PROBLEM :: The records below should be printed once more, exactly as they appear.

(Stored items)
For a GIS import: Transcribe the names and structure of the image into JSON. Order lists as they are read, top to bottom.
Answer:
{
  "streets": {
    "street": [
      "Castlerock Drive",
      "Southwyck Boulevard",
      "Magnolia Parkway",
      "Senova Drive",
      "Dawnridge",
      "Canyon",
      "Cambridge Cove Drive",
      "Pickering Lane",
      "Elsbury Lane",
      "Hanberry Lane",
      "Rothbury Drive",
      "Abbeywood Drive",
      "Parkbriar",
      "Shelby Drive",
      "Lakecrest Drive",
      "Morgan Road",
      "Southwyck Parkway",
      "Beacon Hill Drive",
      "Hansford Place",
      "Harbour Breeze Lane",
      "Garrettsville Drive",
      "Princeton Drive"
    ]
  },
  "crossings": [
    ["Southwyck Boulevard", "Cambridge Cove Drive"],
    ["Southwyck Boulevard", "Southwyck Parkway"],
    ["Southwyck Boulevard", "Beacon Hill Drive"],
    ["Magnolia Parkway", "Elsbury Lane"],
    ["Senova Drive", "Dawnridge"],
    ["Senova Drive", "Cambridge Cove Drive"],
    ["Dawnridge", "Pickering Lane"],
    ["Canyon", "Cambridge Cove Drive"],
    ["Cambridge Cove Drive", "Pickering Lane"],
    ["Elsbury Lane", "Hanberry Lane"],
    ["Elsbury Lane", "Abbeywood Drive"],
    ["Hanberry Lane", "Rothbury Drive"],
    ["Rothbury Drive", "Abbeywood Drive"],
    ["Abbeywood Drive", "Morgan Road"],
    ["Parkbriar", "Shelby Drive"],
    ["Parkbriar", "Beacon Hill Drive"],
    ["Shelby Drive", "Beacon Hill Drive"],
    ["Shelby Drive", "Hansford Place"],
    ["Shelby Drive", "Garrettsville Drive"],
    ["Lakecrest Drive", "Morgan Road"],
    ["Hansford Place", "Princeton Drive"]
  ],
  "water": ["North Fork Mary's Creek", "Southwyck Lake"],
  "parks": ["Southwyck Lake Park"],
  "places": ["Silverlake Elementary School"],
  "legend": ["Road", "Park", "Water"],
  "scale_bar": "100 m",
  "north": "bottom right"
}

YOUR RESPONSE ::
For a GIS import: Transcribe the names and structure of the image into JSON. Order lists as they are read, top to bottom.
Answer:
{
  "streets": {
    "street": [
      "Castlerock Drive",
      "Southwyck Boulevard",
      "Magnolia Parkway",
      "Senova Drive",
      "Dawnridge",
      "Canyon",
      "Cambridge Cove Drive",
      "Pickering Lane",
      "Elsbury Lane",
      "Hanberry Lane",
      "Rothbury Drive",
      "Abbeywood Drive",
      "Parkbriar",
      "Shelby Drive",
      "Lakecrest Drive",
      "Morgan Road",
      "Southwyck Parkway",
      "Beacon Hill Drive",
      "Hansford Place",
      "Harbour Breeze Lane",
      "Garrettsville Drive",
      "Princeton Drive"
    ]
  },
  "crossings": [
    ["Southwyck Boulevard", "Cambridge Cove Drive"],
    ["Southwyck Boulevard", "Southwyck Parkway"],
    ["Southwyck Boulevard", "Beacon Hill Drive"],
    ["Magnolia Parkway", "Elsbury Lane"],
    ["Senova Drive", "Dawnridge"],
    ["Senova Drive", "Cambridge Cove Drive"],
    ["Dawnridge", "Pickering Lane"],
    ["Canyon", "Cambridge Cove Drive"],
    ["Cambridge Cove Drive", "Pickering Lane"],
    ["Elsbury Lane", "Hanberry Lane"],
    ["Elsbury Lane", "Abbeywood Drive"],
    ["Hanberry Lane", "Rothbury Drive"],
    ["Rothbury Drive", "Abbeywood Drive"],
    ["Abbeywood Drive", "Morgan Road"],
    ["Parkbriar", "Shelby Drive"],
    ["Parkbriar", "Beacon Hill Drive"],
    ["Shelby Drive", "Beacon Hill Drive"],
    ["Shelby Drive", "Hansford Place"],
    ["Shelby Drive", "Garrettsville Drive"],
    ["Lakecrest Drive", "Morgan Road"],
    ["Hansford Place", "Princeton Drive"]
  ],
  "water": ["North Fork Mary's Creek", "Southwyck Lake"],
  "parks": ["Southwyck Lake Park"],
  "places": ["Silverlake Elementary School"],
  "legend": ["Road", "Park", "Water"],
  "scale_bar": "100 m",
  "north": "bottom right"
}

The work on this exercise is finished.